S’il refuse d’être libéré, il refuse aussi de rencontrer les membres d’associations hostiles à la guerre. Au pays en effet, toute une génération, dont une certaine Hillary Rodham, clame sa honte devant les exactions américaines au Vietnam. Ce n’est qu’après cinq ans et demi de captivité et après la signature de la paix qu’il rentre. Il serre devant le monde entier la main de Richard Nixon, l’homme que l’Amérique libérale vomit. Mais McCain ne peut critiquer des bombardements que son propre père a ordonnés. Quand à la nation en convulsion, elle accueille en héros cet homme brisé, qui symbolise par son retour cathartique la fin du cauchemar. Il faut plus d’un an au soldat pour parvenir à nouveau à plier les jambes mais il reste dans l’armée et reprend même ses opérations de pilote.

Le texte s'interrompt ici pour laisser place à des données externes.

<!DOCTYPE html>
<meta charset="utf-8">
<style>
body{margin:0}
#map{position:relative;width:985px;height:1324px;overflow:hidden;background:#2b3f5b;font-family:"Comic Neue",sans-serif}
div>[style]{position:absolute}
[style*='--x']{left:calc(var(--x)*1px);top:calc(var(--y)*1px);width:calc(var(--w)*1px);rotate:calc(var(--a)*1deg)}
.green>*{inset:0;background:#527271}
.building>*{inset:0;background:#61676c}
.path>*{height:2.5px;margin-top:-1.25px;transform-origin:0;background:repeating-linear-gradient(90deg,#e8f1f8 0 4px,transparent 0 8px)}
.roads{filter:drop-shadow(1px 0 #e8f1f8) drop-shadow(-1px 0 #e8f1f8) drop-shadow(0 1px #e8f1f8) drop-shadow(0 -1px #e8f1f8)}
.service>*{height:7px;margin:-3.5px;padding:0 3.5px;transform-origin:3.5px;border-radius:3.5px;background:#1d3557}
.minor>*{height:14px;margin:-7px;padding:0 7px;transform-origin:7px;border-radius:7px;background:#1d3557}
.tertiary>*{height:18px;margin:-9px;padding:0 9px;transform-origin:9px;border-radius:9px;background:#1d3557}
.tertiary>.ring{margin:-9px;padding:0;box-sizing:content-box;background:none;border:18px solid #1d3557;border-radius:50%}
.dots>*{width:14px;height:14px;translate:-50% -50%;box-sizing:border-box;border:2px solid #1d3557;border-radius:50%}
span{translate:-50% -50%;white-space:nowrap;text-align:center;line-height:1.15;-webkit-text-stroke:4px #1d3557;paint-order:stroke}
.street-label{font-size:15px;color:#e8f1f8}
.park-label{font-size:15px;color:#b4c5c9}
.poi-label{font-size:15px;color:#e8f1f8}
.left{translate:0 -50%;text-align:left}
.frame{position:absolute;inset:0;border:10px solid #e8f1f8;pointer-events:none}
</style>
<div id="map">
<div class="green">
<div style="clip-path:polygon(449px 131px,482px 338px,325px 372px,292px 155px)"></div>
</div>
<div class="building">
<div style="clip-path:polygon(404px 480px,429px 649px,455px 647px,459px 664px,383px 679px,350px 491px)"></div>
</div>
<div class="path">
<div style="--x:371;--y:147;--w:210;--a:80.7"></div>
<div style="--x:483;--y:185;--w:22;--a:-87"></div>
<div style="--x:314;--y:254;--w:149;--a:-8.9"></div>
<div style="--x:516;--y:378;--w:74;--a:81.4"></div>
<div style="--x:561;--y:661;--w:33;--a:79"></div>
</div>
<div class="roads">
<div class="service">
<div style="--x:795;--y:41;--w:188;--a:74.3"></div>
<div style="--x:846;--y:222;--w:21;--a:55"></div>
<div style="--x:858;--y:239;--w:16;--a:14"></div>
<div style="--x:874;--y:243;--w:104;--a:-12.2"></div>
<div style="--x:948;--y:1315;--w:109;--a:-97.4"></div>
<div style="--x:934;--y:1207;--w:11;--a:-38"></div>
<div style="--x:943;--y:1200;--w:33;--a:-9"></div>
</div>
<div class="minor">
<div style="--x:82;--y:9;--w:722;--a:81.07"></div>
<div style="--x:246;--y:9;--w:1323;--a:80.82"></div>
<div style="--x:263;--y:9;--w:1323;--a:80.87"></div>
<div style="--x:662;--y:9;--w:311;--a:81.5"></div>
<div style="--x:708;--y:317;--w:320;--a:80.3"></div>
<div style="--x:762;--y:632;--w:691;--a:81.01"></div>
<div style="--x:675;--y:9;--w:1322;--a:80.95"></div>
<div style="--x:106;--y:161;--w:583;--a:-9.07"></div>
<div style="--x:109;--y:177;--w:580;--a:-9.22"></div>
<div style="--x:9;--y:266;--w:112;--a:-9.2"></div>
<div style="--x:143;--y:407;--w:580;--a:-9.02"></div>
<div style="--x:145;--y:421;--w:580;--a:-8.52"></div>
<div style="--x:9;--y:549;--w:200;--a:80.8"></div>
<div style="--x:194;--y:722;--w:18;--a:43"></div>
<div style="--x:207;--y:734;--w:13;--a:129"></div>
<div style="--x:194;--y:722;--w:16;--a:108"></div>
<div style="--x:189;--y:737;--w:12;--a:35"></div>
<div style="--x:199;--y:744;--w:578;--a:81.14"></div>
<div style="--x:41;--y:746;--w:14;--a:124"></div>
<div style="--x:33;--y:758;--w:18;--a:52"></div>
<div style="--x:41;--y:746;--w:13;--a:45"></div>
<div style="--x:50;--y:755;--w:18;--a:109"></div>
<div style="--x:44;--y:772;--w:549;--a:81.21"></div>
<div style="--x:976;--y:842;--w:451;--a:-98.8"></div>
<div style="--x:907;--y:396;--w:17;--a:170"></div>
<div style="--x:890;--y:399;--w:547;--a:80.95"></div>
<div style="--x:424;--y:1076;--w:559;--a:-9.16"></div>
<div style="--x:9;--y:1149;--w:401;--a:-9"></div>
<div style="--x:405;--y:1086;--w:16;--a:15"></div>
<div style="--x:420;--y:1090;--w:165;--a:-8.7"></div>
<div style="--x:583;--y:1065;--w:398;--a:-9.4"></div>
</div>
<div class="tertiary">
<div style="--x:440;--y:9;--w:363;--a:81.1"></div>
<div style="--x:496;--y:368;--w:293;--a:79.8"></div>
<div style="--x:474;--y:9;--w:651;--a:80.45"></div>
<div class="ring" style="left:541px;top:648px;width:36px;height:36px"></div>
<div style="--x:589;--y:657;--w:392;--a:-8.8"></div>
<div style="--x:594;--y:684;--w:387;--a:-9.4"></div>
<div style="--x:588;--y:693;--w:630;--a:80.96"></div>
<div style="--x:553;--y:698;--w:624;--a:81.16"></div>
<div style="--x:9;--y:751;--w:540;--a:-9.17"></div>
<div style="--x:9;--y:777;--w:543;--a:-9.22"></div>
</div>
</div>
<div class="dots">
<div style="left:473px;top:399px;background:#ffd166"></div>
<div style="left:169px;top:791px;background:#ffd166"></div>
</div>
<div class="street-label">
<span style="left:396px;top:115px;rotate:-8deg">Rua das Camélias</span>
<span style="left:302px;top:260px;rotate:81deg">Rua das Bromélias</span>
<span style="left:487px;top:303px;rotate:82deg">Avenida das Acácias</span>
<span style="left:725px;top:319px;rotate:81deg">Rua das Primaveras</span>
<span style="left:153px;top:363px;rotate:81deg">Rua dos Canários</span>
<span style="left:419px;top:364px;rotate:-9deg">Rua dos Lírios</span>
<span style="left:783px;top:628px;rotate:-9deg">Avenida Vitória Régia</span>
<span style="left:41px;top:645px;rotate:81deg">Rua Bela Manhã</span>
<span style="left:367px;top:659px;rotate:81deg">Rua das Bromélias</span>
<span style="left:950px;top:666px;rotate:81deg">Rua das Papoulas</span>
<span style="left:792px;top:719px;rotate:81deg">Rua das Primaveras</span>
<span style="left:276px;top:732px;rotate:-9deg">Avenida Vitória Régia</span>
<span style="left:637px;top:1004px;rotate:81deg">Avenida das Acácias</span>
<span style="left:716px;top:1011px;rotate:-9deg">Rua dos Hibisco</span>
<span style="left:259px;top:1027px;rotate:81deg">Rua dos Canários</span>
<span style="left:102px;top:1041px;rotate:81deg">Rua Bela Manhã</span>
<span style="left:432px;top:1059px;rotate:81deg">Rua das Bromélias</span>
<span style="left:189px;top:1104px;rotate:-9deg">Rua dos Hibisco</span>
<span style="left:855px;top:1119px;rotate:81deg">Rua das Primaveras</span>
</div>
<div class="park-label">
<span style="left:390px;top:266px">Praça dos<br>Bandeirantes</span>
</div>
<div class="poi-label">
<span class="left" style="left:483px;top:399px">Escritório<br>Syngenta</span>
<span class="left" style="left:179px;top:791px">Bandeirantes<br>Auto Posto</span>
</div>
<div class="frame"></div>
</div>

Il entre en politique en 1981 et personne n’ignore son pedigree. Ni son tempérament. Comme Ronald Reagan, qui reçut une balle qui faillit lui être fatale en 1981, il évoque un John Wayne insubmersible venant de l’ouest sauvage (il devient sénateur de l’Arizona en 1982) et refusant les conventions. John McCain, qui se présente comme un « Reagan Republican », partage cette détermination à voir en l’Amérique une nation fondamentalement juste. Il rappelle, dans cette campagne de 2008, que la « destinée manifeste » de la nation, sauver le monde de la barbarie et de la misère, est toujours ce qui fait de l’Amérique une « bonne » patrie. L’action missionnaire des Etats-Unis, que l’on pensait définitivement discréditée par la guerre d’Irak, est un mythe subrepticement réhabilité par un homme qui défend une « éthique de la juste cause » [7] capable d’offrir un apaisement moral aux Américains.
Il n’a pas renié son engagement comme John Kerry. Au contraire, il écrit dans ses Mémoires, Faith of my Fathers : « J’ai entendu dire que le Vietnam avait fait déchoir l’Amérique ; certains se sont opposés aux motifs et à la tenue de cette guerre, la première à être perdue par notre pays. Ils ont perdu leur foi dans l’exceptionnalisme américain, cette croyance qui veut que notre histoire soit unique et constitue une bénédiction pour l’humanité. Mais tous n’ont pas perdu la foi. Certes, le Vietnam a provoqué une crise identitaire profonde dans le pays mais je suis soulagé de voir qu’aujourd’hui, cette période de doute est derrière nous. L’Amérique possède une longue, riche et honorable histoire. Nous n’aurions jamais du laisser cette erreur, aussi terrible fût-elle, colorer nos convictions sur la mission du pays. Nous étions un bon pays avant le Vietnam et nous le sommes restés après le Vietnam. Dans toute l’histoire, il n’ y en a pas de meilleur. » [8]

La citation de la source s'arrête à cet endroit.